--- MATERIAL FOR THIS TASK ---

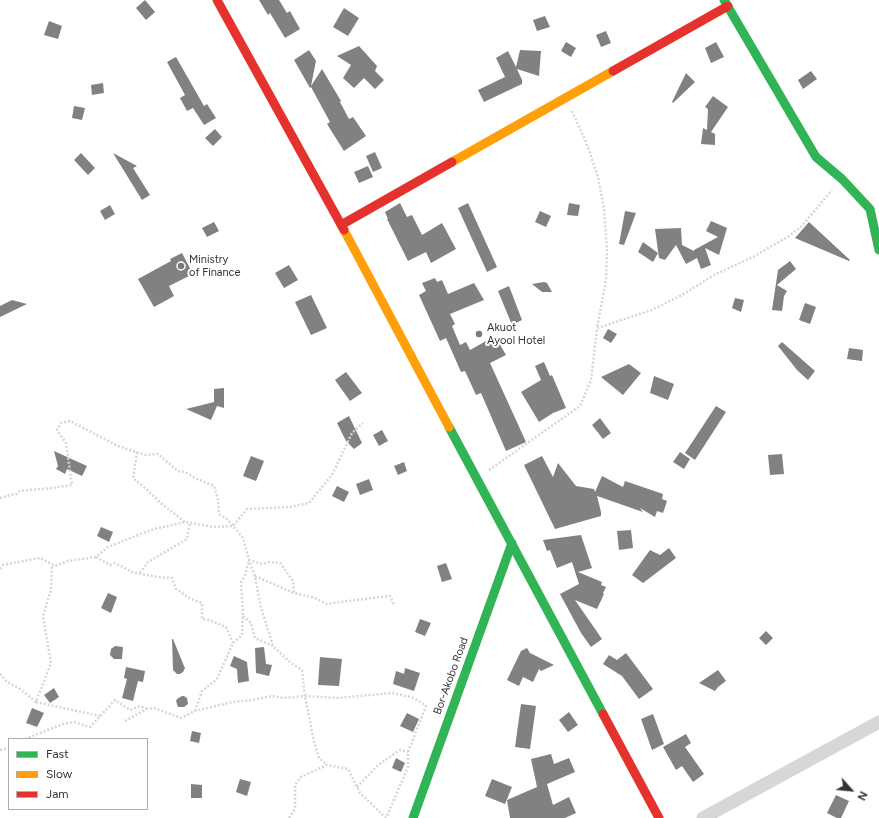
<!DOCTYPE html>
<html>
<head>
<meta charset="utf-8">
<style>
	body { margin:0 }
	#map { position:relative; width:879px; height:818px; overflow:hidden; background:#fff; font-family:Figtree,sans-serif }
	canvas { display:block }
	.legend { position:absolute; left:8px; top:738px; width:140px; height:72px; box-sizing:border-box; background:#fff; border:1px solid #adadad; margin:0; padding:5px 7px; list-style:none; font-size:12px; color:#333 }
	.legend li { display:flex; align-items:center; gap:8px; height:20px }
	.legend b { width:20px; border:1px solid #adadad }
	.north { position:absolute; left:831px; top:770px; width:40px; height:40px; -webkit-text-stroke:3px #fff; paint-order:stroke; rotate:117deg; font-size:11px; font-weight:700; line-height:16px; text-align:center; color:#333 }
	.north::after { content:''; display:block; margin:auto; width:14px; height:18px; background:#333; clip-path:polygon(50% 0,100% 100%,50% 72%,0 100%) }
</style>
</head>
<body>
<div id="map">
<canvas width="879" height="818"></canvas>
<ul class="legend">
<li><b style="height:5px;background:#30b455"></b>Fast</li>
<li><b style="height:5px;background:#ff9f0a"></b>Slow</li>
<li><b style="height:5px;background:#e5322d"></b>Jam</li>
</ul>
<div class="north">N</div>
</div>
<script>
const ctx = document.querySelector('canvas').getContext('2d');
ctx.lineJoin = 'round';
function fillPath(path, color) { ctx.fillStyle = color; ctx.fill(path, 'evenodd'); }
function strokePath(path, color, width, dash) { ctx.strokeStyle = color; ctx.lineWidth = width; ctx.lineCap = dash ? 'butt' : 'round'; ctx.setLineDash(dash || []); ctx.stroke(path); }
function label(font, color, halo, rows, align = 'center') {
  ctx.font = font + ' Figtree,sans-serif'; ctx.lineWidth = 4; ctx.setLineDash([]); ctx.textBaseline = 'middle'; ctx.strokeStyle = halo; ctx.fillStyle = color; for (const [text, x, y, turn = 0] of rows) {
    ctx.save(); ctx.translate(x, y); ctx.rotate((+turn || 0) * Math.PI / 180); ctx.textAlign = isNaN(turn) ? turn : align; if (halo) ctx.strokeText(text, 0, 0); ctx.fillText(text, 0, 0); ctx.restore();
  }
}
fillPath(new Path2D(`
	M 145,0 L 155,12 L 146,20 L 136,8 Z
	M 259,0 L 279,0 L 287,13 L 290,11 L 300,29 L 285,38 L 270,13 L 268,15 Z
	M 344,8 L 359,18 L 348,36 L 333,27 Z
	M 545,16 L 550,27 L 537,31 L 533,20 Z
	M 49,21 L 62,26 L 58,39 L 44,35 Z
	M 606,31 L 611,43 L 601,47 L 596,35 Z
	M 566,42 L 576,48 L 571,57 L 561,51 Z
	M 716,42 L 724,57 L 711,63 L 705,48 Z
	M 359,46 L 377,66 L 375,71 L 384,80 L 375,89 L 364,78 L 354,88 L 343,78 L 351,65 L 337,56 Z
	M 309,50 L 316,61 L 311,86 L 322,69 L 341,101 L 340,102 L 349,119 L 353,117 L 366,136 L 344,151 L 327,124 L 330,122 L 311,87 L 310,88 L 294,60 Z
	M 520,50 L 541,51 L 539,76 L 517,69 L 522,80 L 522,84 L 484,102 L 478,90 L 505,77 L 496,58 L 508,51 L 516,67 Z
	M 176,57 L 204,106 L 207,104 L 216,118 L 204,125 L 193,108 L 187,111 L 180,98 L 185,95 L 167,62 Z
	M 811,71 L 817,79 L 803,89 L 798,80 Z
	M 686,73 L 695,82 L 673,103 L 672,102 Z
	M 103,83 L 104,93 L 92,95 L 91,85 Z
	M 713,96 L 728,107 L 711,132 L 715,134 L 715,145 L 701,144 L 703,128 L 707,130 L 708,109 L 705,107 Z
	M 74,106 L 85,108 L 82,120 L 72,118 Z
	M 215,129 L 222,137 L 213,146 L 205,138 Z
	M 375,152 L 382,168 L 373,172 L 366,156 Z
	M 81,153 L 95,168 L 88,175 L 74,160 Z
	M 113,153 L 137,166 L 133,168 L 150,195 L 142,200 Z
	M 368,166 L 373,177 L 359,183 L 354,172 Z
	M 400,203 L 407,217 L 412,215 L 422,235 L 442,223 L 456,249 L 431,263 L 426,252 L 408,261 L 387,219 L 388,219 L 385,212 Z
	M 468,203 L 497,267 L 487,272 L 458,208 Z
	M 569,203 L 580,205 L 578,216 L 567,215 Z
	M 110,205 L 115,214 L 105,220 L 100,211 Z
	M 540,211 L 551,216 L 546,227 L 535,222 Z
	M 625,211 L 636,213 L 624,245 L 619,244 Z
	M 711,221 L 727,228 L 719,255 L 705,248 L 711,265 L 701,269 L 697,258 L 686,264 L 676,245 L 665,260 L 659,258 L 655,229 L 681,228 L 682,245 L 694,251 L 694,250 L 718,237 L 706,231 Z
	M 214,222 L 219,231 L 207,237 L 202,228 Z
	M 809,222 L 850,260 L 849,261 L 795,238 Z
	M 643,242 L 658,253 L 653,262 L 638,252 Z
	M 182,253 L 193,274 L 169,286 L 174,296 L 154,307 L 138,279 L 171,261 L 170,259 Z
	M 790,261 L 796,269 L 777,285 L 787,291 L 784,296 L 782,311 L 772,310 L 778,270 Z
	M 289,265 L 298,280 L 284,288 L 275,273 Z
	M 435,278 L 437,282 L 442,280 L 448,294 L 474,283 L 484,300 L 450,314 L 455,324 L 452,326 L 460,345 L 466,342 L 470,350 L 495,336 L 506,355 L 490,363 L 526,442 L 506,451 L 481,393 L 476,395 L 465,371 L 461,372 L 446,338 L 440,341 L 419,295 L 426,291 L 422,283 Z
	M 544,282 L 547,283 L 552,292 L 542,292 L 532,284 Z
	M 509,286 L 522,320 L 512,325 L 498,291 Z
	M 311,295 L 327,328 L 311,335 L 295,302 Z
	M 735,298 L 744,300 L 741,312 L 732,308 Z
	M 12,300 L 27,304 L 0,317 L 0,306 Z
	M 805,303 L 816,307 L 810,324 L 799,320 Z
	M 608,329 L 617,334 L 611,343 L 603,338 Z
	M 782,342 L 815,371 L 808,380 L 797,370 L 778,346 Z
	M 849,348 L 863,350 L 862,361 L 847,359 Z
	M 544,362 L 550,376 L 552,375 L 566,408 L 553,413 L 539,422 L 521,392 L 541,380 L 535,366 Z
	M 629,364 L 641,373 L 623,395 L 601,377 Z
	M 346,372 L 362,393 L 350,401 L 335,380 Z
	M 654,376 L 674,384 L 668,400 L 650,393 Z
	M 224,388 L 224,408 L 217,406 L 211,420 L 186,409 L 214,402 L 214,389 Z
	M 716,406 L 726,412 L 695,460 L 685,453 Z
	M 349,416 L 362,443 L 354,449 L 346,441 L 337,423 Z
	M 600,418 L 611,433 L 603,439 L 592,425 Z
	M 382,430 L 388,441 L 379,446 L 373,435 Z
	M 54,451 L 87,466 L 82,476 L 67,469 L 65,474 L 56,469 L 58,466 Z
	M 680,452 L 690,459 L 684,469 L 673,462 Z
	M 782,454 L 784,474 L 770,475 L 768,455 Z
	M 251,456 L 264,461 L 256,481 L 243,476 Z
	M 542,456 L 553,477 L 558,463 L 576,486 L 594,489 L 595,492 L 602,476 L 623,487 L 625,481 L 663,494 L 662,499 L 667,501 L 663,513 L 657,511 L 655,517 L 640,508 L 643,512 L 597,496 L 601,512 L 601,516 L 555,529 L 524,465 Z
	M 404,462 L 407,471 L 398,475 L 394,466 Z
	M 369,479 L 373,490 L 360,495 L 356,484 Z
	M 337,486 L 349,492 L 344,502 L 332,496 Z
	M 101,527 L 113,532 L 109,542 L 97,536 Z
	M 631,530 L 633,548 L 619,550 L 617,531 Z
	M 581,535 L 592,568 L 578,572 L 602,582 L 601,585 L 606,587 L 603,593 L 604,594 L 597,609 L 575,600 L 602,639 L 591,647 L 581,633 L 560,594 L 579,584 L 572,562 L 557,568 L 550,550 L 547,551 L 543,540 Z
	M 669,548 L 676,558 L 643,583 L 632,575 L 650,550 L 660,555 Z
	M 446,563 L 452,579 L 442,582 L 437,566 Z
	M 108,593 L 117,597 L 111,613 L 101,608 Z
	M 420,619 L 431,623 L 425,636 L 415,632 Z
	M 766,631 L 773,638 L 766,645 L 759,638 Z
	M 172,639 L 173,639 L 184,666 L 185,668 L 183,672 L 180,674 L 177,674 L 173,670 Z
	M 115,646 L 123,647 L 122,659 L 114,659 L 110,655 L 111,649 Z
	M 264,647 L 266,664 L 272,665 L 269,676 L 256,673 L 255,648 Z
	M 527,648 L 530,653 L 554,665 L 541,671 L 539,669 L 533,682 L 523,677 L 519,686 L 507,680 L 521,651 Z
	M 626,653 L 653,689 L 639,699 L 622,676 L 603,664 L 609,655 L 617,660 Z
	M 234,656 L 247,662 L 249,681 L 238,683 L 237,669 L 230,666 Z
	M 320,657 L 342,659 L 339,686 L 318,685 Z
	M 126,667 L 145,671 L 143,682 L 138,681 L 133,701 L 122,698 L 127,679 L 124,678 Z
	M 405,668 L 420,673 L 414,691 L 393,684 L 396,671 L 404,674 Z
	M 718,670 L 726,681 L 718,687 L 715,691 L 699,683 Z
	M 54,688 L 59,697 L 50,703 L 44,695 Z
	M 182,696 L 184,696 L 187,698 L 188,704 L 184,707 L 178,707 L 176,701 L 177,699 Z
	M 521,704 L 536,706 L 530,749 L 515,747 Z
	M 32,708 L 44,713 L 37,727 L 26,723 Z
	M 569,712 L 578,725 L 568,732 L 559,720 Z
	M 407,713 L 419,719 L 413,732 L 400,726 Z
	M 653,714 L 664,744 L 652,750 L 641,719 Z
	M 192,731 L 201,733 L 199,743 L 190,741 Z
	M 686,734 L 691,743 L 685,747 L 704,774 L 693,782 L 682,766 L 676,770 L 663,747 Z
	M 551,754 L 554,764 L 569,758 L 575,772 L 547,784 L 553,805 L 569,797 L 576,813 L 565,818 L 510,818 L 507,800 L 537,787 L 531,759 Z
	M 396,758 L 405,763 L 401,772 L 392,768 Z
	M 240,779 L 251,782 L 247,796 L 236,792 Z
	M 492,779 L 512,787 L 505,804 L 485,796 Z
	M 191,784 L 202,785 L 202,798 L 191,798 Z
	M 836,795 L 849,801 L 841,818 L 837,818 L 827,813 Z`), '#818181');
strokePath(new Path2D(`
	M 572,111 L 586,142 L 598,177 L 604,209 L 607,250 L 606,280 L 597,328
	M 137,452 L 133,478 L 146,489 L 162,504 L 185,522
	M 489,470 L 580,406 L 591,380 L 597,328 L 652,310 L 682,295 L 714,275 L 753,257 L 789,236 L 801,227 L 832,190
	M 0,498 L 10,495 L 17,494 L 19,491 L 52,488 L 72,485 L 66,443 L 57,430 L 61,423 L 70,421 L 118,446 L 145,455 L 158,454 L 178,471 L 185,472 L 197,479 L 214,486 L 218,500 L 219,514 L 227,519 L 243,538 L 249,560 L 255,576 L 260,604 L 273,646 L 291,663 L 302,670 L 305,696 L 314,742 L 319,758 L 327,765
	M 96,557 L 110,565 L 115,563 L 132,572 L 157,577 L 172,578 L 176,589 L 189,598 L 202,603 L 202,619 L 209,620 L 226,627 L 233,643
	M 0,569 L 3,565 L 40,558 L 55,566 L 68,561 L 96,557 L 108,547 L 133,537 L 154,529 L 186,522 L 213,527 L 233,526 L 247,509 L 290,507 L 309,503 L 332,475 L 352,433 L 363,423
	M 140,573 L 148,562 L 187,539 L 190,523
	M 255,576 L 294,593 L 315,598 L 327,604 L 348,601 L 390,596 L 394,605
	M 243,616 L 251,623 L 255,638 L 273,646
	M 0,674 L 7,682 L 20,689 L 36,702 L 51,663 L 43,616 L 51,590 L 52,565
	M 36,702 L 100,716
	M 195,711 L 202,691 L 217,679 L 233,643 L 242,635 L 243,611 L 241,583 L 245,575 L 249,560 L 263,564 L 269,562 L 280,563 L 293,581 L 294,593
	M 125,721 L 147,709 L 154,708 L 181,718 L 195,711 L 233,702 L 252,700 L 272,696 L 283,698 L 305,696 L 337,698 L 393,693 L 414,698 L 426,706 L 408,752 L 408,767 L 386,818
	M 25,739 L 63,724 L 74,722 L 90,727 L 115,700 L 130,710 L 140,706 L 147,709
	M 0,750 L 9,748
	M 357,787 L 378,765 L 400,750 L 408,752
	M 289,818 L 295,809 L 295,785 L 301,777 L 327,765 L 348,769 L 360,793 L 386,818`), '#d6d6d6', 2.5, [2, 2]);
strokePath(new Path2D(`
	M 703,818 L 879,722`), '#d7d7d7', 13);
strokePath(new Path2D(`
	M 724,0 L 816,157 L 842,179 L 870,209 L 879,250
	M 449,427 L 603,714
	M 413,818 L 512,543`), '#30b455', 9);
strokePath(new Path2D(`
	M 452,162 L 613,71
	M 344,230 L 449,427`), '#ff9f0a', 9);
strokePath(new Path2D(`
	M 217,0 L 344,230
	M 613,71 L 728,6
	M 341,225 L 452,162
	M 603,714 L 659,818`), '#e5322d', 9);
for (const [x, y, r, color] of [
	[181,266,4,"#7a7a7a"],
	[479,334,4,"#7a7a7a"]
]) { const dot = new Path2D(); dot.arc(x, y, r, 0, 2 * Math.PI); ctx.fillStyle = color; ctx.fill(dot); strokePath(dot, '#fff', 1.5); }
label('11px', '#333', '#fff', [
	["Ministry",189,260],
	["of Finance",189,273],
	["Akuot",487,328],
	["Ayool Hotel",487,341]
], 'left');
label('11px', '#333', '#fff', [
	["Bor-Akobo Road",451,676,-70]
]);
</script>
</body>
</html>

---

**THE PROBLEM:** State the number of lines in these entries that include the string "strokeStyle". Provide nothing beyond that number.

**TASK RESPONSE:** 2